I needed a way to get my PA’s attention when I was in bed, or when I needed to get up.  A few years back I acquired a doorbell when I was sick, but it was useless in bed because there was never a good place to put it.  The night of my operation, I was in no mood to be messing around with the crucial placement of the doorbell.  In a flash of inspiration, I had my PA tape the doorbell on one of my throw pillows, and then I had her place the bell on my body pillow which I  keep as a barrier between me and the wall.  Necessity is the mother of invention, and my bell system worked for me.

With lots of time on my hands, pardon the pun, Hulu and Netflix were my best friends during my recovery period.  With their help I binged watched shows like; New Girl, Schitt’s Creek, The Good Place, and an assortment of my favorite movies.  Three or four episodes would run before stopping, and it was often timed where I had a meal or had to use the loo.  Miraculously, I was able to zone out, and gave my hand the rest it needed to heal.

Revealing

First time seeing the scars!

Free from restrictive bandage

Hand wigging out after being freed.

I got a little peeved when my physical therapist was shocked to find out I had not been using my hand after the stitches had healed.  I wanted to reply, “At my last session you said I shouldn’t use it.  Make up your mind already!”  At the same moment, I was mentally bringing my palm up to my forehead, thinking of course the stitches have healed!  You don’t have to be fiercely protective of your hand anymore!

If I hadn’t had an actual concern that the ganglion cyst was causing me pain, and therefore causing damage, I probably wouldn’t have sought out medical help. I thought the cyst was the cause of my pain.  When it was really the carpel tunnel that was causing all the pain.  Over six months later, and into winter nonetheless, my right hand and arm are relatively pain free.  Somehow I thought my having cerebral palsy would somehow work against the effectiveness of the operation.  I am happy to report that so far, it has not!

 

My Experiences with School Aides

I was asked awhile back to write about my experiences with school Aides, so  here is my viewpoint.

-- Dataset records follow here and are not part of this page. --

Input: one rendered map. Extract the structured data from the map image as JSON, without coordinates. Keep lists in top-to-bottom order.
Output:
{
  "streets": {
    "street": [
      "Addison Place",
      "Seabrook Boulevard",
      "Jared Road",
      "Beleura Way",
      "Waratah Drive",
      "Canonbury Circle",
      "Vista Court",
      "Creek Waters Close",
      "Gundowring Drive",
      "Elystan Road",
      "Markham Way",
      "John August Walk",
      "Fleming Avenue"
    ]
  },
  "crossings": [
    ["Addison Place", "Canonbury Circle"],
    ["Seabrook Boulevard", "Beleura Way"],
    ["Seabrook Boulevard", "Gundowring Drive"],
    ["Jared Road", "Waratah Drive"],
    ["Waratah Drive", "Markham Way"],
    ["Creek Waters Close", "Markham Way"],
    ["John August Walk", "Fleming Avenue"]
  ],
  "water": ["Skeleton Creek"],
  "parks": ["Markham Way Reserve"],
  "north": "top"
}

My school was 17 miles away from home.  A thirty-five minute drive in my family’s car. However, by school bus it was close to a two hour ride one way!

I went to a school called Holiday Center. The school was created for children who had physical disabilities.  The grades ranged from kindergarten on up to the sixth grade.  Normal classwork would be conducted; while individual students would be pulled out of class, and taken to therapy sessions. The therapies included Occupational Therapy(OT), Physical Education(PE), Physical Therapy(PT), and Speech. I loved PE because it was fun and games with my peers, plus I loved the teacher. However, the other three therapies I gradually grew to resent, because I didn’t much like keeping an eye on the clock so that I could leave a interesting class, to go to a labor intensive therapy session. I was always torn between classwork and therapies; both in which would eventually lend me skills I would need in the future!

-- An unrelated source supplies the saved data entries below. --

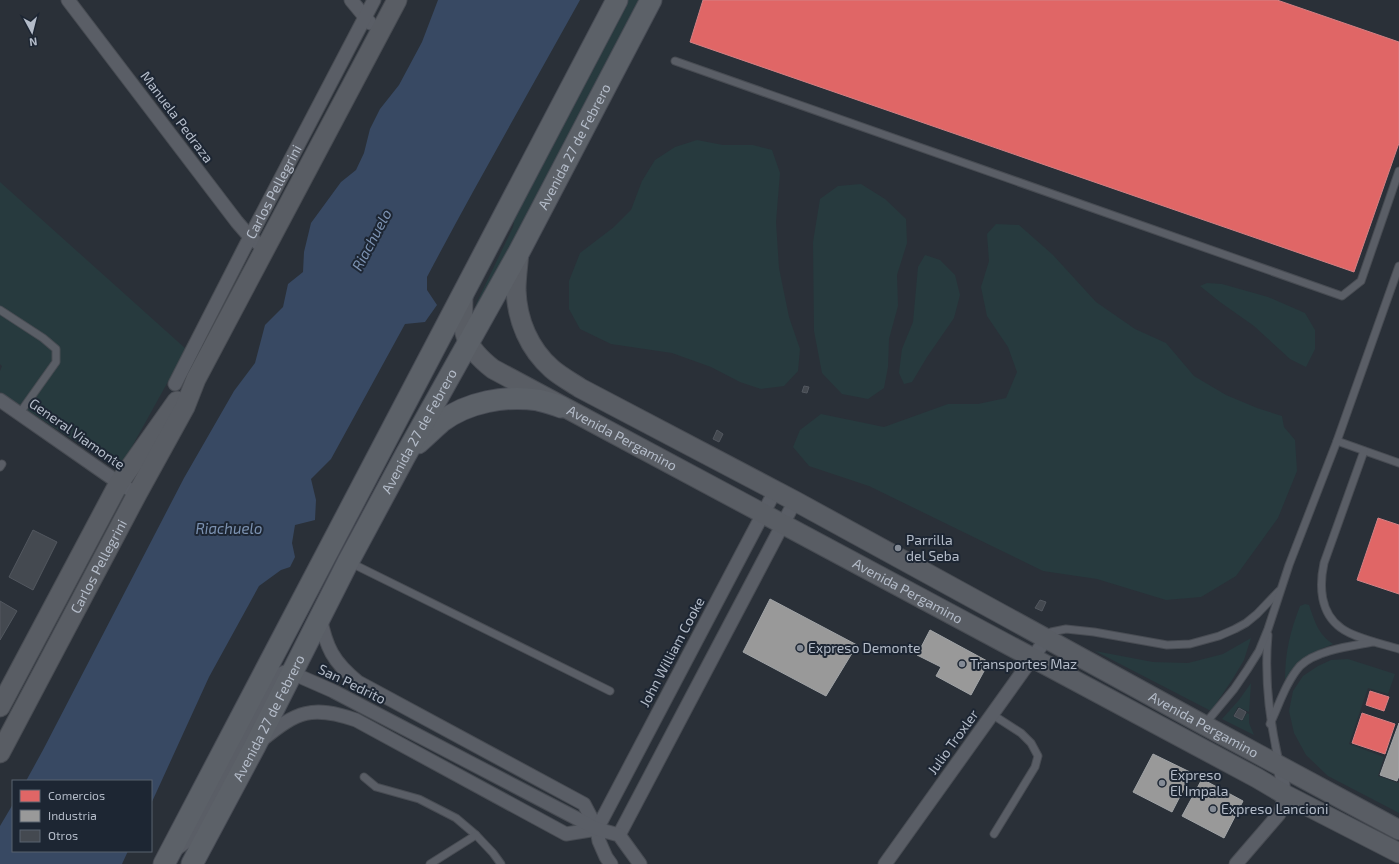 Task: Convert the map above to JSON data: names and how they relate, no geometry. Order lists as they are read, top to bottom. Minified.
{"streets":{"main road":["Avenida 27 de Febrero","Carlos Pellegrini","Avenida Pergamino"],"street":["Manuela Pedraza","General Viamonte","John William Cooke","San Pedrito","Julio Troxler"]},"crossings":[["Manuela Pedraza","Carlos Pellegrini"],["Avenida 27 de Febrero","Avenida Pergamino"],["Avenida 27 de Febrero","San Pedrito"],["Carlos Pellegrini","General Viamonte"],["Avenida Pergamino","John William Cooke"],["Avenida Pergamino","Julio Troxler"],["John William Cooke","San Pedrito"]],"water":["Riachuelo"],"places":["Parrilla del Seba","Expreso Demonte","Transportes Maz","Expreso El Impala","Expreso Lancioni"],"legend":["Comercios","Industria","Otros"],"north":"bottom"} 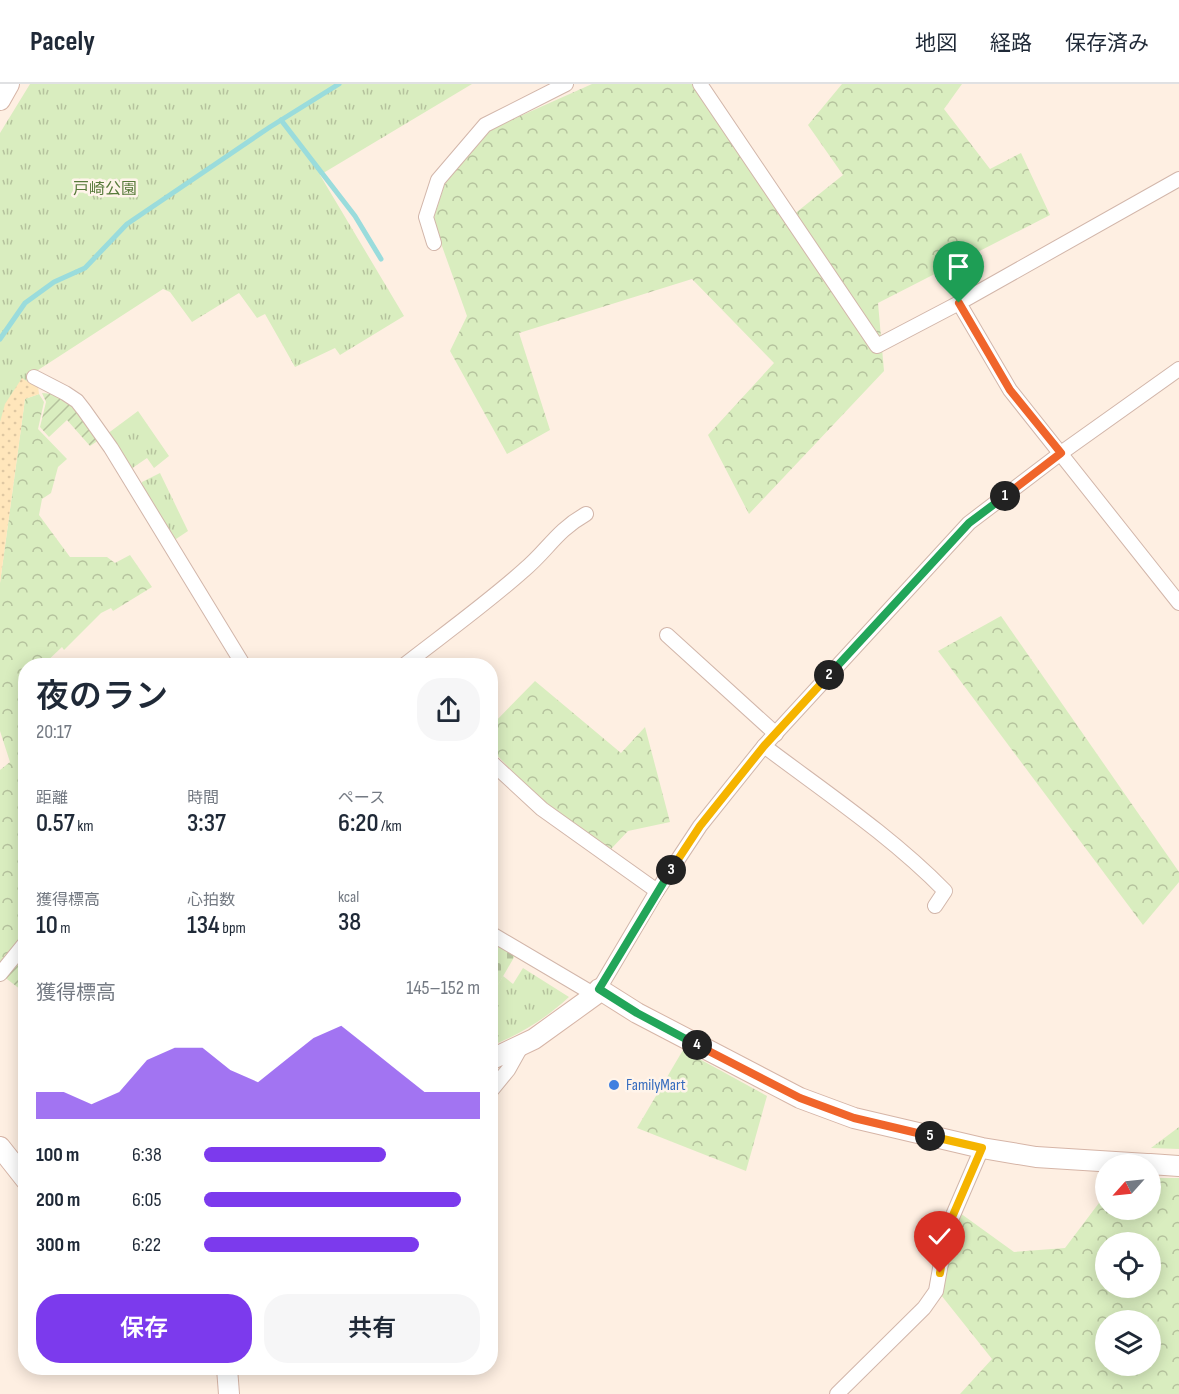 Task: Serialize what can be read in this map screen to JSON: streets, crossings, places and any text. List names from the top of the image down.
{
  "parks": ["戸崎公園"],
  "places": ["FamilyMart"],
  "north": "bottom left",
  "page": {
    "header": "Pacely",
    "nav": ["地図", "経路", "保存済み"],
    "pins": [
      "1",
      "2",
      "3",
      "4",
      "5"
    ],
    "heading": ["夜のラン", "20:17"],
    "stats": [
      ["距離", "0.57 km"],
      ["時間", "3:37"],
      ["ペース", "6:20 /km"],
      ["獲得標高", "10 m"],
      ["心拍数", "134 bpm"],
      ["kcal", "38"]
    ],
    "chart": ["獲得標高", "145–152 m"],
    "list": [
      {
        "name": "100 m",
        "note": "6:38"
      },
      {
        "name": "200 m",
        "note": "6:05"
      },
      {
        "name": "300 m",
        "note": "6:22"
      }
    ],
    "buttons": ["保存", "共有"]
  }
}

Holiday was attached to a grade school. of which we had the use of it’s library, gym, and stage for Holiday’s school productions, (my favorite times of year).  Eventually, my class moved into  the school, so we could fully experience be emerged with other “normal” peers.

I haven’t gotten to the main focus of this post yet, which are school aides.  School aides were the backbone of Holiday. They were the teachers extra set of hands.  They kept the schedule running smoothly. They were also there to assist the students with their personal needs.  Such as helping with bathroom breaks, with lunch, helping us pick out library books, and goodness knows what else.

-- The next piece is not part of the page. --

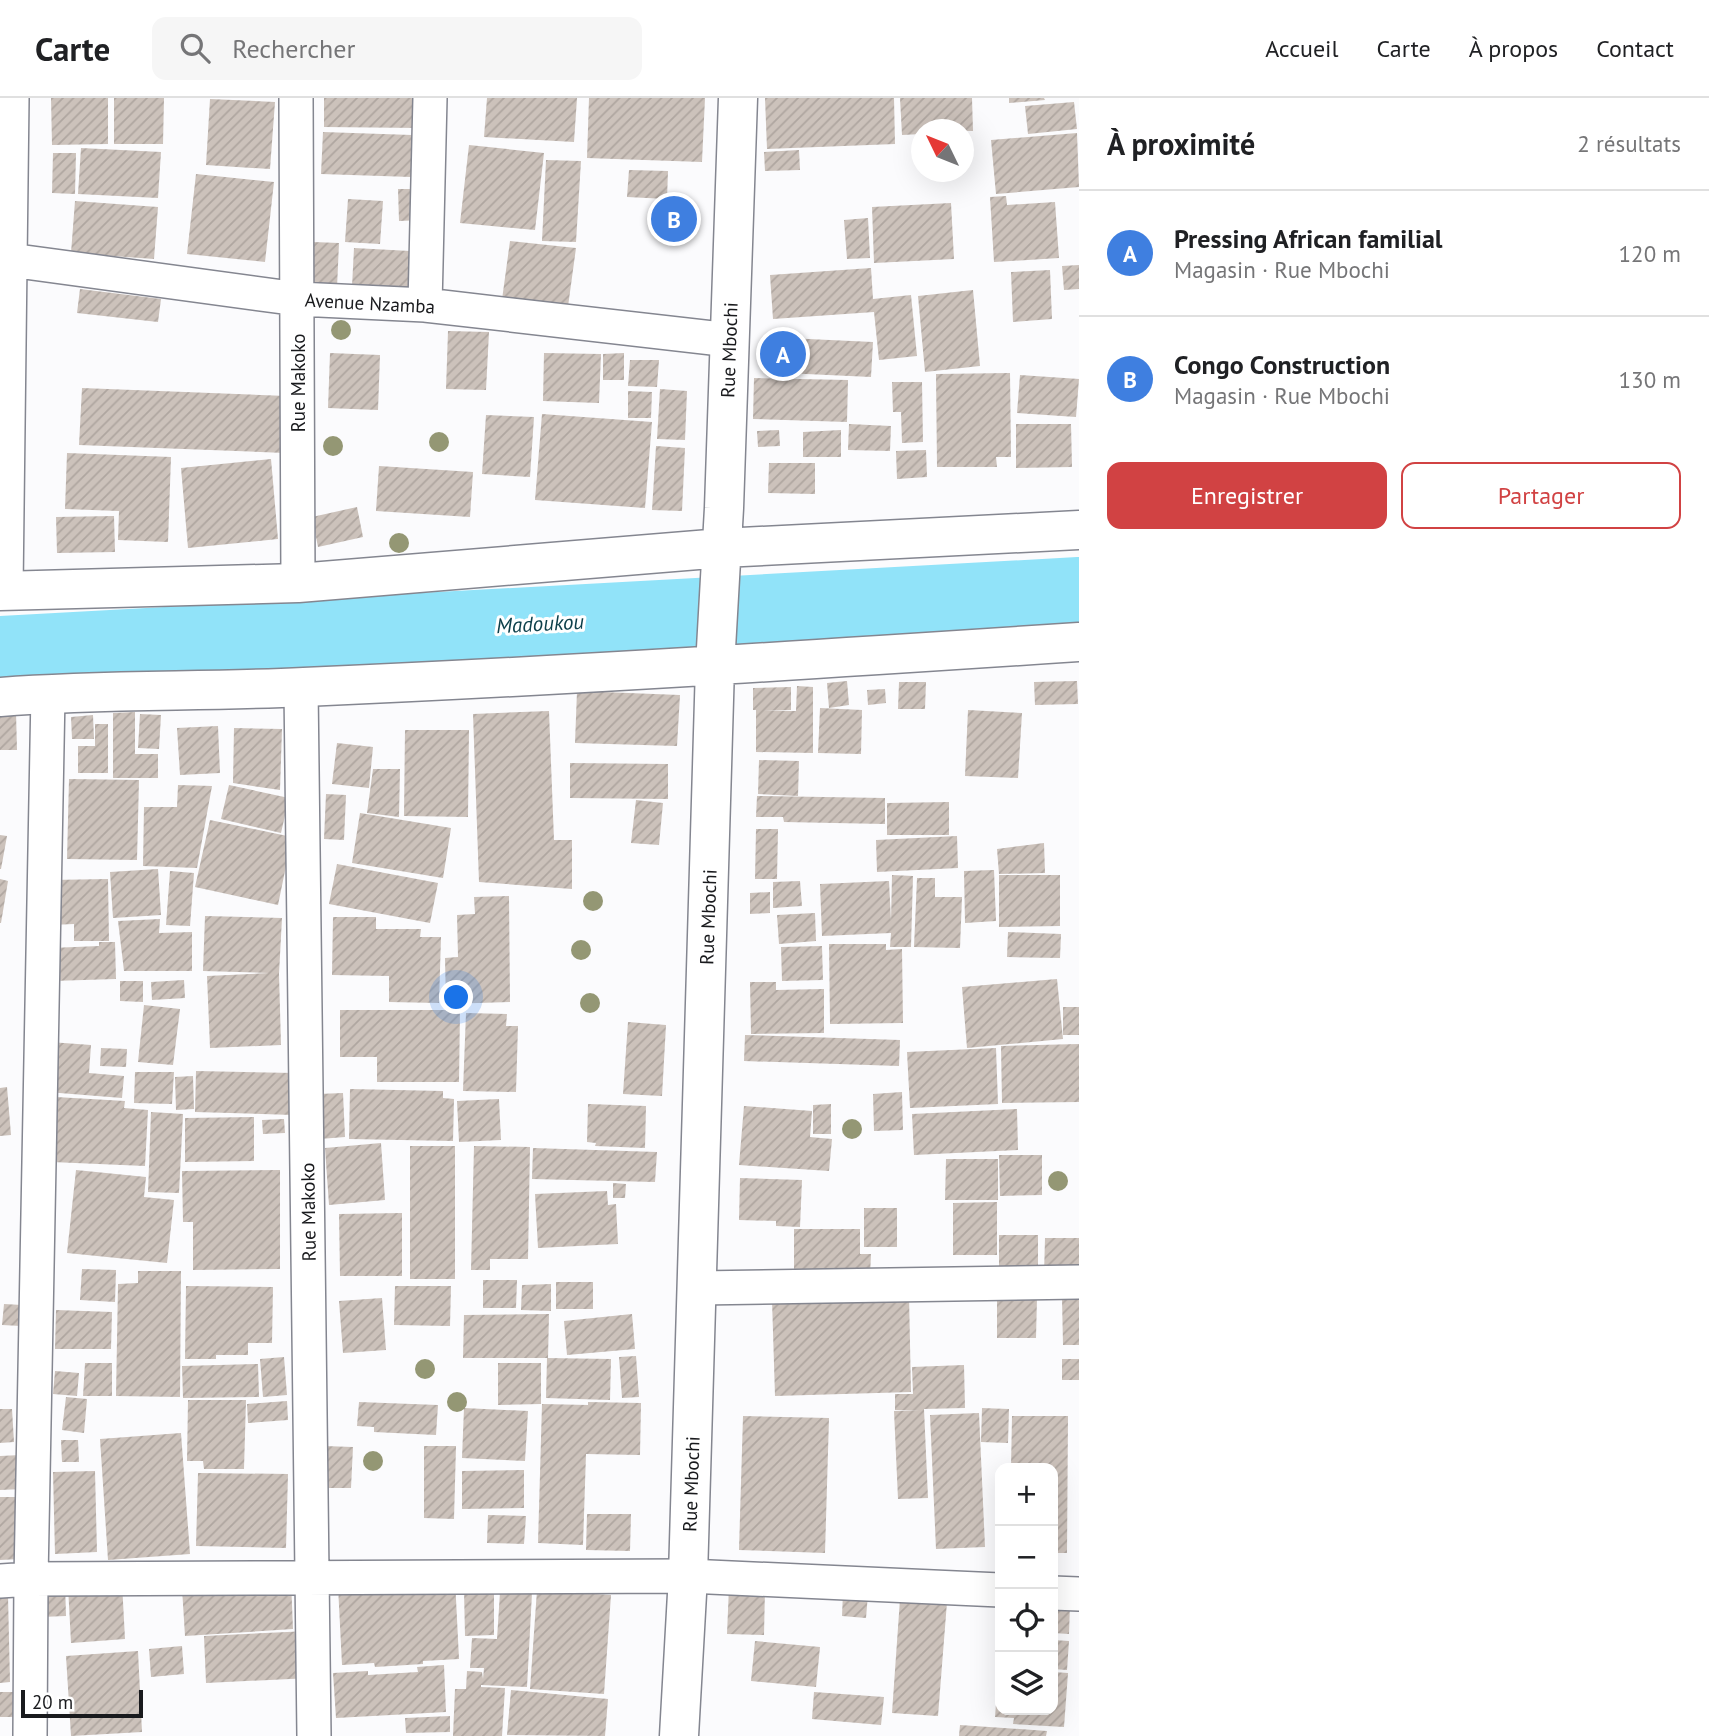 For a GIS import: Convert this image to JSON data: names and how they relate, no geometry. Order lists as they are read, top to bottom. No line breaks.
{"streets":{"main road":["Rue Mbochi"],"street":["Avenue Nzamba","Rue Makoko"]},"crossings":[["Avenue Nzamba","Rue Mbochi"],["Avenue Nzamba","Rue Makoko"]],"water":["Madoukou"],"scale_bar":"20 m","north":"top left","page":{"header":"Carte","search":"Rechercher","nav":["Accueil","Carte","À propos","Contact"],"heading":["À proximité","2 résultats"],"list":[{"mark":"A","name":"Pressing African familial","note":"Magasin · Rue Mbochi","value":"120 m"},{"mark":"B","name":"Congo Construction","note":"Magasin · Rue Mbochi","value":"130 m"}],"pins":["B","A"],"buttons":["Enregistrer","Partager"],"map_buttons":["+","−"],"scale":"20 m"}}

They became invested in their students lives. Often becoming a sounding board to their students . Once when I was convinced my parents were crazy for insisting I needed to get braces to straighten out my teeth. My school aide picked up something was troubling me, and got me talking. By the end of our conversation she helped me to see the benefits of the torture coming my way, and even how lucky I was to have parents who saw that I needed braces!  To this day, I’m grateful for the aides I had at Holiday Center, for they encouraged me every step of the way.

Maybe at times the school aids were a little too intrusive.  They were in consent communication with our parents.  They knew the contents in our backpacks, so no surprises ever could occur.  Above all that, I was convinced I was an old soul at heart, therefore I preferred talking to my aides and teachers, rather then most of my peers.  This lead to a social awkwardness I still struggle with today!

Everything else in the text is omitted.